The New Mexico was designed for a speed of 21 knots, with 26,400 shaft horse-power. The electric motors not only met the contract requirements, but on the four-hour full speed run, permitted an average speed of 21.08 knots per hour to be maintained on a total shaft horse power of 31,200. This result was accomplished in spite of the fact that the vessel had extra fuel, stores, etc., on board, making her displacement 800 tons in excess of the designed trial load displacement. In this case, moreover, the speed was adversely affected hy the paravanes, which were not contemplated in the original design and allowance for which was not made in determining the original designed speed of 21 knots.

Many advantages were claimed for the electric type of propulsion from the point of view of economy of operation, flexibility of control and adaptability of installation. This last-named quality is of particular advantage in permitting increased protection to be given to all vital portions of the machinery spaces of battleships. In this respect, it apparently had great advantages over any other type of propelling machinery. While, as already stated, the space actually occupied by the machinery on the New Mexico is practically the same as that occupied by the turbine machinery on the sister ships Mississippi and Idaho, this fact is due rattier to a similar arrangement of machinery spaces having been adopted in the original design of all these vessels.

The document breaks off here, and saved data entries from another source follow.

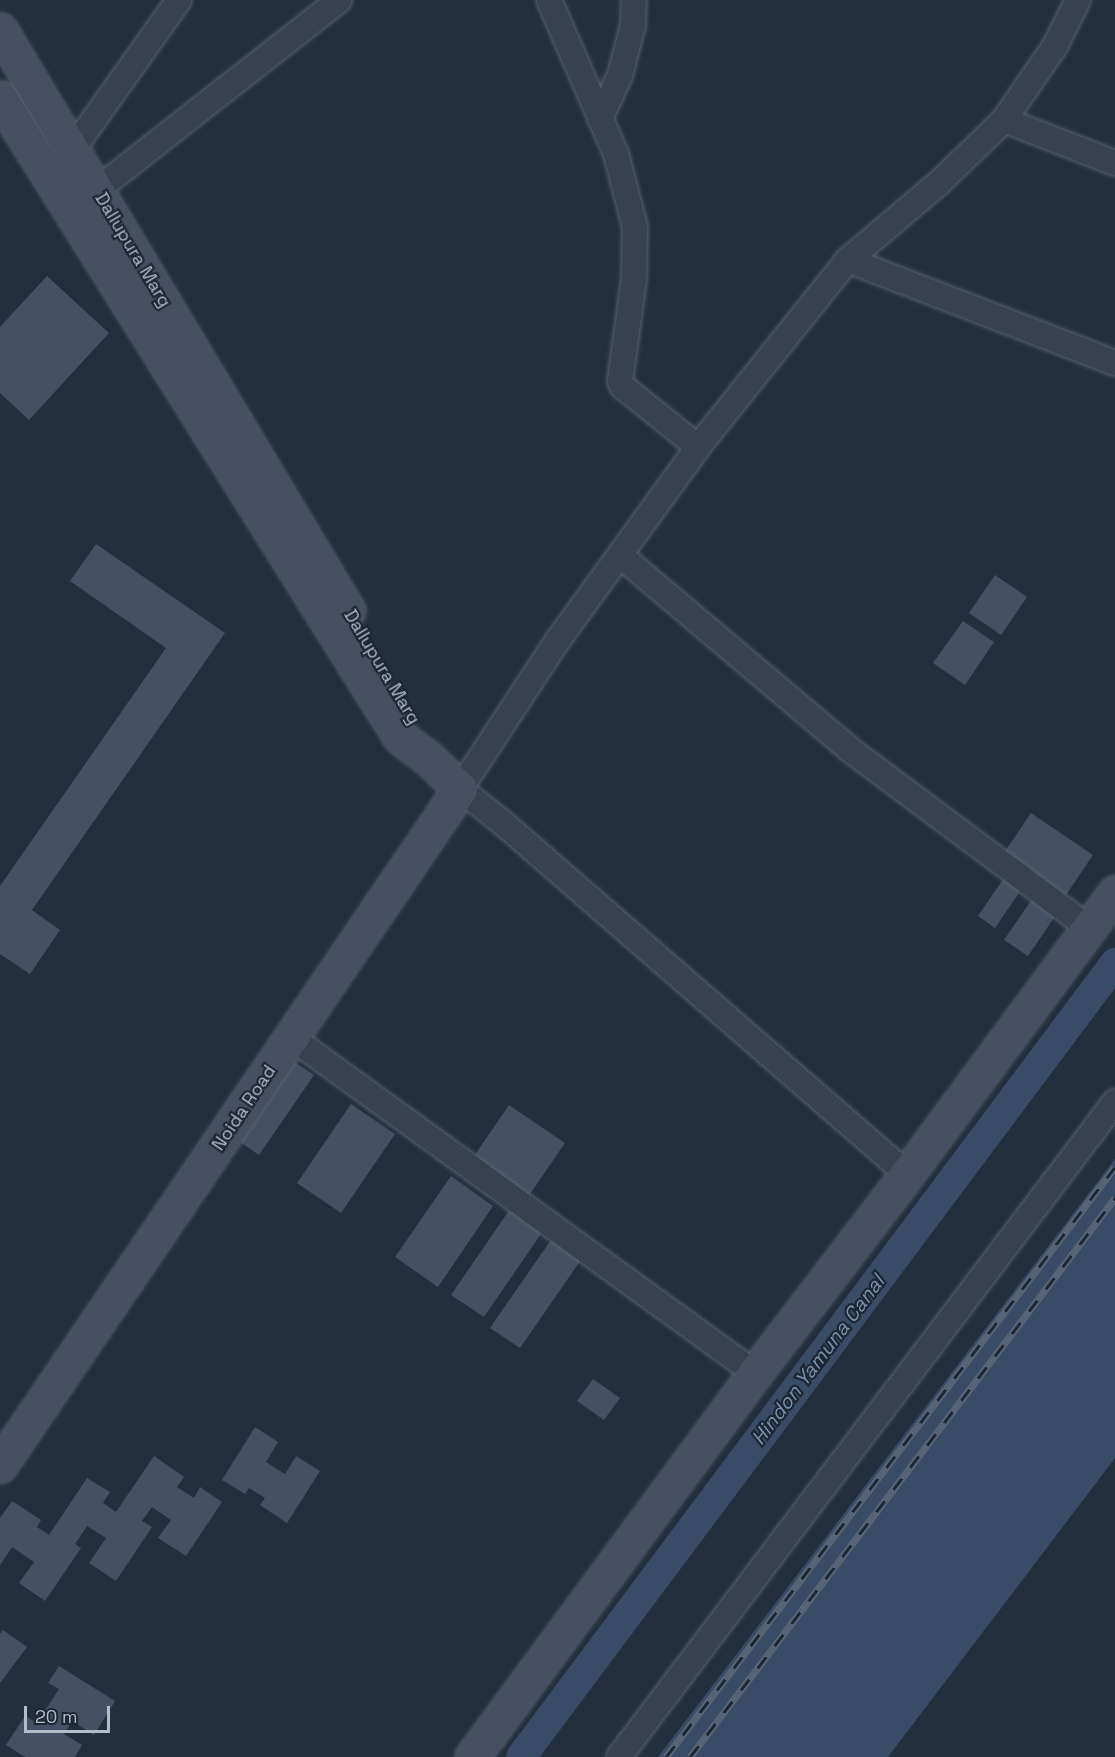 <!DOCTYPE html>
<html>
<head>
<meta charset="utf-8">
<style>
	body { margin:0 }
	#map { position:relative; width:1115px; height:1757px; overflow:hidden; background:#242f3e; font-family:"Space Grotesk",sans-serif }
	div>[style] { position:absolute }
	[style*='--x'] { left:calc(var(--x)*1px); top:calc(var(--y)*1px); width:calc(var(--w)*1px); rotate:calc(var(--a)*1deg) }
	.water>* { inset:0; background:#394c67 }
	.canal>* { height:30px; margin:-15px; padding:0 15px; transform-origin:15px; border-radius:15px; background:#394c67 }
	.building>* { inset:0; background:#455162 }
	.roads { filter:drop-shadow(0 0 2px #565f6c) drop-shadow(0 0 2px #565f6c) }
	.street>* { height:24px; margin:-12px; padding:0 12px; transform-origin:12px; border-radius:12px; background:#38414e }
	.secondary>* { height:33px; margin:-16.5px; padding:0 16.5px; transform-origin:16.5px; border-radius:16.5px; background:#465061 }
	.rail>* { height:7px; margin-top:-3.5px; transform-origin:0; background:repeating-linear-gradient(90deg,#1d2633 0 14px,#5a6575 0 28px); box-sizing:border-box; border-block:2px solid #5a6575 }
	span { translate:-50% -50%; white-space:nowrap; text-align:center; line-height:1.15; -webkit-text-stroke:4.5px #1d2633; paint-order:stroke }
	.street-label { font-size:18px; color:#b4bcc9 }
	.water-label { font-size:20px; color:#7c92b1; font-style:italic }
	.scale { position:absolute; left:24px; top:1706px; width:86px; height:27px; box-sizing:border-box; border:3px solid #b4bcc9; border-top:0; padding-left:8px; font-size:18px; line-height:21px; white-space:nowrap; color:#b4bcc9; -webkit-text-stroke:4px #1d2633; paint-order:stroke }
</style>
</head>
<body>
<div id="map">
	<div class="water">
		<div style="clip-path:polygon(1115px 1159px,1115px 1458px,888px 1757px,658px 1757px)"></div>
	</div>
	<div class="canal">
		<div style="--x:521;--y:1757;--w:992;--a:-53.2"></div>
	</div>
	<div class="building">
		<div style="clip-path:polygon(47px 276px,109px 333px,29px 420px,0 393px,0 327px)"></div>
		<div style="clip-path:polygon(96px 544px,225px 633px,32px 910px,60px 930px,30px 974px,0 954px,0 886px,166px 648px,70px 581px)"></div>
		<div style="clip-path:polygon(995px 575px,1027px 597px,1001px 635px,969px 613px)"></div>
		<div style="clip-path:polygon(963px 621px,994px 642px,965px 685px,933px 663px)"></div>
		<div style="clip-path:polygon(1031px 813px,1093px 855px,1064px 898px,1002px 856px)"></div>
		<div style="clip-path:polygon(1006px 875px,1023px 887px,995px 928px,978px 916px)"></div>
		<div style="clip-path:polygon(1034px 896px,1058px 912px,1028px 956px,1004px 940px)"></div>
		<div style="clip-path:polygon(289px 1058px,314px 1075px,259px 1155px,234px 1138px)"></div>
		<div style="clip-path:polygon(351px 1104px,395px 1134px,341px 1213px,297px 1183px)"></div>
		<div style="clip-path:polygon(509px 1105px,565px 1143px,528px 1197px,472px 1159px)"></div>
		<div style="clip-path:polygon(451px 1176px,493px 1206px,438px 1287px,395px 1257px)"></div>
		<div style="clip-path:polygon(512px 1206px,545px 1228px,484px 1317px,451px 1295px)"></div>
		<div style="clip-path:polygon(553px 1237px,583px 1257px,520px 1348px,490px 1328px)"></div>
		<div style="clip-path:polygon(593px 1379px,620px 1398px,604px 1420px,577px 1401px)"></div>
		<div style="clip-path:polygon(255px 1427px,278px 1442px,266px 1462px,285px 1474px,296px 1456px,320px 1471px,287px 1523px,260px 1505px,265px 1498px,249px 1488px,245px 1494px,222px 1480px)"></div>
		<div style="clip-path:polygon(154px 1456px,184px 1477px,177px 1487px,194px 1498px,200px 1487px,222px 1502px,186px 1556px,158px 1538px,171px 1520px,152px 1507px,142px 1521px,152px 1527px,116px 1581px,89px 1563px,106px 1538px,87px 1526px,75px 1544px,81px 1548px,45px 1601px,19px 1583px,34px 1562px,12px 1547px,0 1565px,0 1518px,12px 1501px,41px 1520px,37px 1527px,49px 1535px,87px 1478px,110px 1492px,103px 1503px,116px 1512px)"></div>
		<div style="clip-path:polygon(3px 1630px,27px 1647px,0 1683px,0 1634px)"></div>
		<div style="clip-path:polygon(59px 1666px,115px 1701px,94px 1735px,72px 1721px,64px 1734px,82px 1745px,75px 1757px,25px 1757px,6px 1745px,25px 1716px,37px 1723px,59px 1689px,48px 1683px)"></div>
	</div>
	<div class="roads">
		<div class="street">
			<div style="--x:549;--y:0;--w:168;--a:66.5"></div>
			<div style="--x:616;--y:154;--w:75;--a:75.4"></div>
			<div style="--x:635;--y:227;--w:52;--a:91.1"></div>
			<div style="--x:634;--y:279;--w:103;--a:97.8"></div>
			<div style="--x:620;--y:381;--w:5;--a:68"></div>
			<div style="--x:622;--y:386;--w:97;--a:38.8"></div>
			<div style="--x:600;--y:119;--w:48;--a:-65.6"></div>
			<div style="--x:620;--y:75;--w:52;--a:-75.4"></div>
			<div style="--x:633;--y:25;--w:25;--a:-88"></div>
			<div style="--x:1004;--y:120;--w:119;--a:21.2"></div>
			<div style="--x:73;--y:149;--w:183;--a:-54.6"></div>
			<div style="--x:97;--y:190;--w:308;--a:-38.1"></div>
			<div style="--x:848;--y:260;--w:286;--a:21.1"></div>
			<div style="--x:621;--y:556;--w:299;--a:40.2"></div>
			<div style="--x:849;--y:749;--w:299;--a:36.7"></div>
			<div style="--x:292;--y:1038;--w:571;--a:35.89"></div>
			<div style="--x:907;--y:1174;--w:535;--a:-139.02"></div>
			<div style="--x:503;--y:823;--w:55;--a:-141.7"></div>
			<div style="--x:460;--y:789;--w:178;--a:-56.7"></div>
			<div style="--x:558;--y:640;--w:238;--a:-54"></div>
			<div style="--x:698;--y:447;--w:240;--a:-51.3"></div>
			<div style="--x:848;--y:260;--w:121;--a:-40.3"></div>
			<div style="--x:940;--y:182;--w:89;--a:-44.1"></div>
			<div style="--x:1004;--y:120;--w:90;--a:-55.4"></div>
			<div style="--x:1055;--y:46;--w:51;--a:-63.4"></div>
			<div style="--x:619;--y:1757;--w:822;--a:-52.87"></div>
		</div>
		<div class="secondary">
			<div style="--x:0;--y:30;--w:677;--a:59.08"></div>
			<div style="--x:0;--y:98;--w:754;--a:57.95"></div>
			<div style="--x:400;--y:737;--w:34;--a:37"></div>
			<div style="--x:427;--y:757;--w:46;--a:44.1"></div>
			<div style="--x:460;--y:789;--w:818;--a:124.23"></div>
			<div style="--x:472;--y:1757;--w:477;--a:-53.6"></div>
			<div style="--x:755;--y:1373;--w:250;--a:-52.6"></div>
			<div style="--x:907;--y:1174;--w:350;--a:-53.5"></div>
		</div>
	</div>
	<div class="rail">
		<div style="--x:666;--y:1757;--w:741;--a:-52.73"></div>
		<div style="--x:690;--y:1757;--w:702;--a:-52.75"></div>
	</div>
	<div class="street-label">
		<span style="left:133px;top:250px;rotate:59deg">Dallupura Marg</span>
		<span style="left:382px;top:667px;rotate:59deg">Dallupura Marg</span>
		<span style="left:244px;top:1108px;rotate:-56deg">Noida Road</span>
	</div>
	<div class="water-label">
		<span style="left:818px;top:1360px;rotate:-53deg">Hindon Yamuna Canal</span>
	</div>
	<div class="scale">20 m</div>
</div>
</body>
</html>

The good performance of the New Mexico on trial was maintained during the first 18 months of her subsequent service, and electric drive was selected for the main propelling machinery of the six battle cruisers of the U.S.S. Lexington class and the six battleships of the U.S.S. South Dakota class.

All BB-40 New Mexico Class units were rebuilt in 1931-34, receiving entirely new superstructures, modern controls for their guns, new engines and improved protection against air and surface attack. Anti-torpedo "bulges" increased their width to 106" 3" and displacement went up by a thousand tons or more.

In order to counter the German threat, these ships were transferred from the Pacific to the Atlantic in 1941, leaving the Pacific Fleet inferior in battleship strength to the Japanese Navy. Sent back to the Pacific after the Pearl Harbor Raid devastated the Pacific Fleet's battle line, they were active in the war with Japan until final victory was achieved in August 1945. Their heavy guns provided vital assistance to the many amphibious invasions that marked the Pacific conflict, and Mississippi took part in the Battle of Surigao Strait, the last time in history that battleships fought each other. New Mexico and Idaho were disposed of soon after the War ended, but Mississippi was converted to a training and weapons trials ship and served for another decade. The Navy's first generation of ship-launched guided missiles, the replacements for most of the guns that had long been the focus of her career, first went to sea aboard this old former battleship.